We now take the colimit $B={\rm colim}A_i$ and let $f$ be the induced morphism (i.e, if we consider $A_i\subseteq A_{i+1}$ then $B$ is the union and $f$ is inclusion). As each $A_i\to B$ has a left-inverse, (1) shows that the required properties for $B$ are inherited from the individual $A_i$.

(5) Suppose that $A$ satisfies the following: for every $a\in Ax+Ay$ there is a $b\in A$ with $ab=0$ and $K(A/(1-b))$ is proper. Then, the R-algebra $B=A/K(A)$ satisfies the same property, and also $K(B)=0$.

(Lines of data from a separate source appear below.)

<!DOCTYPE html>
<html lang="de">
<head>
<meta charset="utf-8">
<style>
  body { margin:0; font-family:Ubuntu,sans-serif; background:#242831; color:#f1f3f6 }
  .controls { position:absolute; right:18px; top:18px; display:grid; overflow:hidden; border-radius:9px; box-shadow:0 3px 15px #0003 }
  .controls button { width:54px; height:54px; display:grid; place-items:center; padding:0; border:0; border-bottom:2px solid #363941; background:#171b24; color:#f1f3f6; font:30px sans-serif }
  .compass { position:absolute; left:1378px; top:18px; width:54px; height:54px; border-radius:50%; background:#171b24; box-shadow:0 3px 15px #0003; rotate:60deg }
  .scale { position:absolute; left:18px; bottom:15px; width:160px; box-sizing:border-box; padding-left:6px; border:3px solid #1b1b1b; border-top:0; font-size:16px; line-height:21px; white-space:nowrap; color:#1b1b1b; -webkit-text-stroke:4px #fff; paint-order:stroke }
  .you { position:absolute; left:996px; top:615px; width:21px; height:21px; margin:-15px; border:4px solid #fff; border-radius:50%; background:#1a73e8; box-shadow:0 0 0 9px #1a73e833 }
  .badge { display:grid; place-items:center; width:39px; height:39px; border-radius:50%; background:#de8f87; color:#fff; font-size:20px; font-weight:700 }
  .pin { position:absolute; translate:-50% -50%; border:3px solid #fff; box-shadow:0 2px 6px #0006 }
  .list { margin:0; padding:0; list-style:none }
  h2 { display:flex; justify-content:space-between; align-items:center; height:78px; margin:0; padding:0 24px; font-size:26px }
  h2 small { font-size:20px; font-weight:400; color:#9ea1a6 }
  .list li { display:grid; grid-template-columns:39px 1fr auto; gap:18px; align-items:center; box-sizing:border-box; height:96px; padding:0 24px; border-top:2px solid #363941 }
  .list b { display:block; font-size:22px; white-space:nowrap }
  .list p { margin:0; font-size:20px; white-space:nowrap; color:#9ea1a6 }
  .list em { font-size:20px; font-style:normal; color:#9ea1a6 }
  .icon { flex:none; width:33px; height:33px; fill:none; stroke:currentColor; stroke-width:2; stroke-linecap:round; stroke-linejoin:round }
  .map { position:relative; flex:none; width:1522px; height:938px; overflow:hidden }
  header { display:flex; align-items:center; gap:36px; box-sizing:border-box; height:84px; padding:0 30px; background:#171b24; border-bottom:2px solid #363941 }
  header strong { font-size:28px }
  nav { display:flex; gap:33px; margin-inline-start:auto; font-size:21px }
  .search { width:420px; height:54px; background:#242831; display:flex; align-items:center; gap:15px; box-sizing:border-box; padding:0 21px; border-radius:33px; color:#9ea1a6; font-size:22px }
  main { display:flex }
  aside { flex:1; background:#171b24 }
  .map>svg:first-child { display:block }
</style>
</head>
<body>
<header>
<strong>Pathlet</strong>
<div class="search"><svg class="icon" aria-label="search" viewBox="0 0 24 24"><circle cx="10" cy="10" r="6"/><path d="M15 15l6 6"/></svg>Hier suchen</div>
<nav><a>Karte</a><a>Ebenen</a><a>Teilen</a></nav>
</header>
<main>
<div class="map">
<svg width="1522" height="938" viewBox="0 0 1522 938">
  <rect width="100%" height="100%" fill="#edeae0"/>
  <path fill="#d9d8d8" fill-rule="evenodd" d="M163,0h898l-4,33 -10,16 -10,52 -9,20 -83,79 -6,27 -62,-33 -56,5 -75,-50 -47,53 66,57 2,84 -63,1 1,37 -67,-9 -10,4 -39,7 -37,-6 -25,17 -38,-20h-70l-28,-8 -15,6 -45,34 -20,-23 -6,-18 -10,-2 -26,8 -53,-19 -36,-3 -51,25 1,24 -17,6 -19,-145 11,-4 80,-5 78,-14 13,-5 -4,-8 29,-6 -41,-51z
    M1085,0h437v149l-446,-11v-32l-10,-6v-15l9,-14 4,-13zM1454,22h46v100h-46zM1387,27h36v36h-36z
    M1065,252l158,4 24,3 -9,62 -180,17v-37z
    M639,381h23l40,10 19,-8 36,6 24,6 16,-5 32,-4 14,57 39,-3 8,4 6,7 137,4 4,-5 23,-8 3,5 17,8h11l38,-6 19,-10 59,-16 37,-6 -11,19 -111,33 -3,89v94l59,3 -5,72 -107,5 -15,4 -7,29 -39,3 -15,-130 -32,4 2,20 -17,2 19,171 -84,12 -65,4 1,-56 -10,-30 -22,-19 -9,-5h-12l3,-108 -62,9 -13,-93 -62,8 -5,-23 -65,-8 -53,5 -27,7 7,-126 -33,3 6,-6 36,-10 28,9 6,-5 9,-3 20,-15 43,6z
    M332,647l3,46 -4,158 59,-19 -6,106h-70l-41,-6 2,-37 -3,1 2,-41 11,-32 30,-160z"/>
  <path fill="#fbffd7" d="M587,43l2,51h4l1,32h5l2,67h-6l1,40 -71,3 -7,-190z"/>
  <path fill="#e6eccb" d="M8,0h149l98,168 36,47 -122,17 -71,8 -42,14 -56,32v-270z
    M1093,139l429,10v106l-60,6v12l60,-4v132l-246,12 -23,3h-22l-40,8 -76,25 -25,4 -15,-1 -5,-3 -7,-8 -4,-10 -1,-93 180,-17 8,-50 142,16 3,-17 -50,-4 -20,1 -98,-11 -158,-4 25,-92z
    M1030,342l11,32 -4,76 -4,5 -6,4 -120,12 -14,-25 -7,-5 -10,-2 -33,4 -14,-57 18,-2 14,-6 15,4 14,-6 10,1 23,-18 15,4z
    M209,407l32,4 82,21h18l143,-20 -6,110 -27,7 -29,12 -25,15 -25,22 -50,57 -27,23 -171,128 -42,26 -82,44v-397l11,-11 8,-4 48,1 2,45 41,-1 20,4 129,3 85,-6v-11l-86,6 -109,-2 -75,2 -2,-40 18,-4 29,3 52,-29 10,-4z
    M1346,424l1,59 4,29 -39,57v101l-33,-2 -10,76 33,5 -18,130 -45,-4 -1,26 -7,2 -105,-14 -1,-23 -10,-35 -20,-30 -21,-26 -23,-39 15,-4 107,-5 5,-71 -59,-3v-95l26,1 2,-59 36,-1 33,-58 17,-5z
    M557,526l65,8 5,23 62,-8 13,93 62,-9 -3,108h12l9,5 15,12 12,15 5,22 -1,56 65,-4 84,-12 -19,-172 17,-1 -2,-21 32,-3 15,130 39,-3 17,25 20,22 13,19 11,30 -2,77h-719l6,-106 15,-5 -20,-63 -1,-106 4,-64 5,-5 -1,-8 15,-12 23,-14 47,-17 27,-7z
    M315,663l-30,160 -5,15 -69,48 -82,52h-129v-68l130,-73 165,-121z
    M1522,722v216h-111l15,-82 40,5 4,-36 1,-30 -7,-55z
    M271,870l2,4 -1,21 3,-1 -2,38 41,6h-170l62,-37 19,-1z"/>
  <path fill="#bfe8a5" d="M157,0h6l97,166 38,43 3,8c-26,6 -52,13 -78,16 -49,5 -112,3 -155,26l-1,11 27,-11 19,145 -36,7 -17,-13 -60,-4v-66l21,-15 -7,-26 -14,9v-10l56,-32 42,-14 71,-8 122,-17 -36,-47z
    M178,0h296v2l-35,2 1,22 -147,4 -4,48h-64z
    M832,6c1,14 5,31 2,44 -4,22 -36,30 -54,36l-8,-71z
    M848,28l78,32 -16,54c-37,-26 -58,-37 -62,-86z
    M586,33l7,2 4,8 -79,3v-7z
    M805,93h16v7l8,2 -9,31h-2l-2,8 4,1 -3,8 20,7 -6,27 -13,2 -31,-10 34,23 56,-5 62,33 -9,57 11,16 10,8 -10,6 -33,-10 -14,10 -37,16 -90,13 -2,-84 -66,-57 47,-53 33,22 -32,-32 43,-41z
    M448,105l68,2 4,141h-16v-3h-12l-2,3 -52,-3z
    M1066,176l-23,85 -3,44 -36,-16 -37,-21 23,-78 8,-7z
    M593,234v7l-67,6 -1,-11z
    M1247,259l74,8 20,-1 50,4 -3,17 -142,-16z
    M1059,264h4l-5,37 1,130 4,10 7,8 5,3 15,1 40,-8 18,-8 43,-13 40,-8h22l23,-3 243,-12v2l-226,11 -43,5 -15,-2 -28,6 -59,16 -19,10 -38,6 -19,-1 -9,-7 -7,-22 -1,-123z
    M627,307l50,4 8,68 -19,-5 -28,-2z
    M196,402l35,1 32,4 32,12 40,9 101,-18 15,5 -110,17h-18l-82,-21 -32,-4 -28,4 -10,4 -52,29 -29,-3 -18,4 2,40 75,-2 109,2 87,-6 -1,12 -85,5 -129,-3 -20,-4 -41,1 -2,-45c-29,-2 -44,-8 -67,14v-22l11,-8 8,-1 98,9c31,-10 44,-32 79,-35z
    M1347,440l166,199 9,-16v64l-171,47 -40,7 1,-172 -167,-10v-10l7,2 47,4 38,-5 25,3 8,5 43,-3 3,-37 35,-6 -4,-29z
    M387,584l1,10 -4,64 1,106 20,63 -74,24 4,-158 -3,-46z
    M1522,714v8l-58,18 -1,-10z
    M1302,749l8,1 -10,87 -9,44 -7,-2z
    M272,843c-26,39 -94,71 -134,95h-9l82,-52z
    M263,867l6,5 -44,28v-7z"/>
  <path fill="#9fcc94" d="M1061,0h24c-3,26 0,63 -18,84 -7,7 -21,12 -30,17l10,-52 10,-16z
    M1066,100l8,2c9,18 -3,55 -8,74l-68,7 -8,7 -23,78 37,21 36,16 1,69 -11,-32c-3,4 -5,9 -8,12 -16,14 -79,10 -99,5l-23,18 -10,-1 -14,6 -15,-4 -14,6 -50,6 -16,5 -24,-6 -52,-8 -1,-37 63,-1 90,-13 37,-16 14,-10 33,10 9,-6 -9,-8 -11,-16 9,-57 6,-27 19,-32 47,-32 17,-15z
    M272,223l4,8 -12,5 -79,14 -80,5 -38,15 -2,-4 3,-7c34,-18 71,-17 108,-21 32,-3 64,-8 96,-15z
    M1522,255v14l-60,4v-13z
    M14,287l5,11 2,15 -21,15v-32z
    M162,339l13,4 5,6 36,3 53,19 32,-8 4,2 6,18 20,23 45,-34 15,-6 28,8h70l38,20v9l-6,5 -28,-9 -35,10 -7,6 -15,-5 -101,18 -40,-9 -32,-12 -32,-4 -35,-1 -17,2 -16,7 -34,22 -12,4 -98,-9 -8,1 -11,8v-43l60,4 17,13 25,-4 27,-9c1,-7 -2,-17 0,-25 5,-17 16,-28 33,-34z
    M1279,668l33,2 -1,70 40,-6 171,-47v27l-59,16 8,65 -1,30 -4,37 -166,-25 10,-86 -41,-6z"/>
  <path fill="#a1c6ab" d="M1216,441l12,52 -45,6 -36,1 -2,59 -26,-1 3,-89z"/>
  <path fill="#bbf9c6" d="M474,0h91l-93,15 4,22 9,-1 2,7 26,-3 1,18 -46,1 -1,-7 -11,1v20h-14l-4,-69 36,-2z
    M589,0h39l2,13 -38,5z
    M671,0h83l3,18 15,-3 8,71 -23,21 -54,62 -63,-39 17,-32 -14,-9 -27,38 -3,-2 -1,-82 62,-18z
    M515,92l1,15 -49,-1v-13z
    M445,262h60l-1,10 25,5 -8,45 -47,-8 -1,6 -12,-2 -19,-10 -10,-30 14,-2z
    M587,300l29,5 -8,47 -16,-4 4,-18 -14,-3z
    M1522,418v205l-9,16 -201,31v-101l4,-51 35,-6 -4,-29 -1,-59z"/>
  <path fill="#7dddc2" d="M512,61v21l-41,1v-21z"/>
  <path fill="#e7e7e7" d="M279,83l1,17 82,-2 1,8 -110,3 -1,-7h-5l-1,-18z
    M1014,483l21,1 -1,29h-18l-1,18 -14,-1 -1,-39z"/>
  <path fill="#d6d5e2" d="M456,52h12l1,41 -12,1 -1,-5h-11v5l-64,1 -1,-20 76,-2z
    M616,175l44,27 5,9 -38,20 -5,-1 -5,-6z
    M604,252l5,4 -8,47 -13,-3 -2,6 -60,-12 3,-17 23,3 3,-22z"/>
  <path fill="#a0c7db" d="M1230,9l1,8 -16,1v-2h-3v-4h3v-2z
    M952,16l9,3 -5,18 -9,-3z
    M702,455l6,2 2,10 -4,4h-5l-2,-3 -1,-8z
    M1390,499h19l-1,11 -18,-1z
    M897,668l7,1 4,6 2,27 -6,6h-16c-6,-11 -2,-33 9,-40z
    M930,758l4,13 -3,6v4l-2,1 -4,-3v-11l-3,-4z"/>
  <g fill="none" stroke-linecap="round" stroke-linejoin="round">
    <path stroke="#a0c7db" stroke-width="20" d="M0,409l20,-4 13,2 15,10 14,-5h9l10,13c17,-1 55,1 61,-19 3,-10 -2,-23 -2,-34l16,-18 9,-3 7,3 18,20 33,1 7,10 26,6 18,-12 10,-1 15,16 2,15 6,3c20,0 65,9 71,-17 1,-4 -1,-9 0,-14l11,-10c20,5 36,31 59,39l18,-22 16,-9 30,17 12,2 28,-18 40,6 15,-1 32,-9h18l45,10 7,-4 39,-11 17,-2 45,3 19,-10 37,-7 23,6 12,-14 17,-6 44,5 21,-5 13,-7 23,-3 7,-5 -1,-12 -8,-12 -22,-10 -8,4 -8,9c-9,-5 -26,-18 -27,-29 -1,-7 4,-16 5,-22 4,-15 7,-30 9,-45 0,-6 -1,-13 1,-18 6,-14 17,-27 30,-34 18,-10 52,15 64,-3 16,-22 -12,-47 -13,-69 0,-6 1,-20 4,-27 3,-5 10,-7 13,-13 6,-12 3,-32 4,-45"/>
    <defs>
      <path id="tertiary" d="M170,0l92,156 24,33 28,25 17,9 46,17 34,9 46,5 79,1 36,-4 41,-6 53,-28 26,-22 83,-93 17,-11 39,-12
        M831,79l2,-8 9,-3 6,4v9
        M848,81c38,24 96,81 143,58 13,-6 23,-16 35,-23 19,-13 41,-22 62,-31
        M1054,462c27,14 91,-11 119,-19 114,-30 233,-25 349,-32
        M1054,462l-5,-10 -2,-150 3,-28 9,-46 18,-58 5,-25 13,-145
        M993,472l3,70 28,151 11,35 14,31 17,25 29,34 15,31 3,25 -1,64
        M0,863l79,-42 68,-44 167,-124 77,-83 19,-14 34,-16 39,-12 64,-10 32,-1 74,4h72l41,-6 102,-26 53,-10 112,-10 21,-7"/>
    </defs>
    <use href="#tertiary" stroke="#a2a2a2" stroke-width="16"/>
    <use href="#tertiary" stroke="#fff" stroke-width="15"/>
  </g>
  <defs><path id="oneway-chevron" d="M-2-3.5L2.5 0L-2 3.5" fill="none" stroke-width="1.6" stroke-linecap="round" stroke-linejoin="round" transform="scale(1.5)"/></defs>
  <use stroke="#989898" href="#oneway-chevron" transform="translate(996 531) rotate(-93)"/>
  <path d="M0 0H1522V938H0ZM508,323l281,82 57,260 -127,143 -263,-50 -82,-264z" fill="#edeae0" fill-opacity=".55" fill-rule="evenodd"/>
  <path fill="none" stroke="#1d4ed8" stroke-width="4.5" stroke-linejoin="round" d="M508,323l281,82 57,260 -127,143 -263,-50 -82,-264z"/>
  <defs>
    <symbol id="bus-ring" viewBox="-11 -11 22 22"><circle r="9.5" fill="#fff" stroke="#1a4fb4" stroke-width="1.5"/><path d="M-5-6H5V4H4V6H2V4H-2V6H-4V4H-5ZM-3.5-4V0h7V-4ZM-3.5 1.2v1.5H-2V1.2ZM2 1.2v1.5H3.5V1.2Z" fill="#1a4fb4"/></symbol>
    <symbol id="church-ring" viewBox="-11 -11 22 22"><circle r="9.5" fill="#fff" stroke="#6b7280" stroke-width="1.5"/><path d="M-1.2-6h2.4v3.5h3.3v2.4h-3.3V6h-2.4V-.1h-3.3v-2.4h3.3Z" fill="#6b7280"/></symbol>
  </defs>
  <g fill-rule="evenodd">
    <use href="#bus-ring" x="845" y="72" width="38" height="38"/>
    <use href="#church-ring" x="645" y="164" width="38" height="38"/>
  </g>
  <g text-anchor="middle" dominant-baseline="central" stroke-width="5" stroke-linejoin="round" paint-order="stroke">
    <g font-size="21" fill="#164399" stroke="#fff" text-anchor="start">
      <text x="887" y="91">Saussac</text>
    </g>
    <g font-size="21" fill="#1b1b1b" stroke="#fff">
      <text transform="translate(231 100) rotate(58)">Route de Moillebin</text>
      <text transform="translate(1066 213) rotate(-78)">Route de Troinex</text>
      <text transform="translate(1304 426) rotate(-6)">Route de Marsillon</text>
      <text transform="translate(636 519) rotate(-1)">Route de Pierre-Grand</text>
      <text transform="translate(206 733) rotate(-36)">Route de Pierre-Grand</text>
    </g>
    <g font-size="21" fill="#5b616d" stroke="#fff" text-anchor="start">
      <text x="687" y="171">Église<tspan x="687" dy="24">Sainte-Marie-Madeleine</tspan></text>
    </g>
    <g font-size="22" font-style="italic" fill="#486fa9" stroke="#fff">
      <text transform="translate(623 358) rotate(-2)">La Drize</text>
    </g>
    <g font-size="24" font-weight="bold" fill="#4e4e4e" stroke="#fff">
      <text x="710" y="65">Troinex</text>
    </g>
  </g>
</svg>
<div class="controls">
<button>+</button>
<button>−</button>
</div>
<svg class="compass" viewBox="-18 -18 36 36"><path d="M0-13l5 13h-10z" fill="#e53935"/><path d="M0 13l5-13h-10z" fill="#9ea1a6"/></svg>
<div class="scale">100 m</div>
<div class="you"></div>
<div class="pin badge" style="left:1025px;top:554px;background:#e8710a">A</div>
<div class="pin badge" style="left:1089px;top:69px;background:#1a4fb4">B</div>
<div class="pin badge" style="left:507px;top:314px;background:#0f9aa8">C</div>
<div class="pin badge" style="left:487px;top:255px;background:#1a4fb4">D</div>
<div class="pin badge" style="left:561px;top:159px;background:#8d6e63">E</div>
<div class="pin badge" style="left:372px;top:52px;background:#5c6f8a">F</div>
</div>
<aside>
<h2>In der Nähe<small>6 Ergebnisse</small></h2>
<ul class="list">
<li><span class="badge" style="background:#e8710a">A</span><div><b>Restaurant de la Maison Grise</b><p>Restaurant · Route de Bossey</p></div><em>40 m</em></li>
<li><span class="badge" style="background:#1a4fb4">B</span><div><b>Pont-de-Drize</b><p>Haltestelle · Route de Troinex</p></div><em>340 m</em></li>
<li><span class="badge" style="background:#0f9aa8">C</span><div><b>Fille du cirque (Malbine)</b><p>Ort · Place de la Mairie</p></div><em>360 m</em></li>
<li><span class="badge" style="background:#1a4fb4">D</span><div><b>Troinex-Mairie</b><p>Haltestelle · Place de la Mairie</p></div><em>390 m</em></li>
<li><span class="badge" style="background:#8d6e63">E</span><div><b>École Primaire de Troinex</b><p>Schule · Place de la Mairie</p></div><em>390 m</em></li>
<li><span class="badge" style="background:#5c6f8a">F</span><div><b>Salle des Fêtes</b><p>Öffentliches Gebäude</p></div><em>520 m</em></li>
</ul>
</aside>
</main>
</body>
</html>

That $K(B)=0$ follows quickly from the definition of $K$. Suppose $a\in Ax+Ay,b\in A$ are such that $ab=0$ and $K(A/(1-b))$ is proper. Set $C=A/(1-b)$, so that $C/K(C)$ is not trivial. By (1), the canonical morphism $A\to C$ maps $K(A)$ into $K(C)$. So, it induces a morphism $B\to C/K(C)$. This takes $1-b$ to zero, so it induces an R-morphism $B/(1-b)\to C/K(C)$. As $K(C/K(C))=0$, (1) implies that $K(B/(1-b))$ maps to zero, so is proper.

(6) If $B$ is the R-algebra constructed in (5), then $I=Bx+By$ contains only zero-divisors but $x,y\in I$ map to regular elements in $R_z$ and $R_{1-z}$ respectively.

For any $a\in I$ there is a $b\in B$ with $ab=0$ and $K(B/(1-b))$ proper. In particular, $(1-b)$ must be a proper ideal, so that $b\not=0$ and $a$ is a zero divisor.

Finally, the property $K(B)=0$ implies that $x$ is regular in $B_z$ and $y$ is regular in $B_{1-z}$.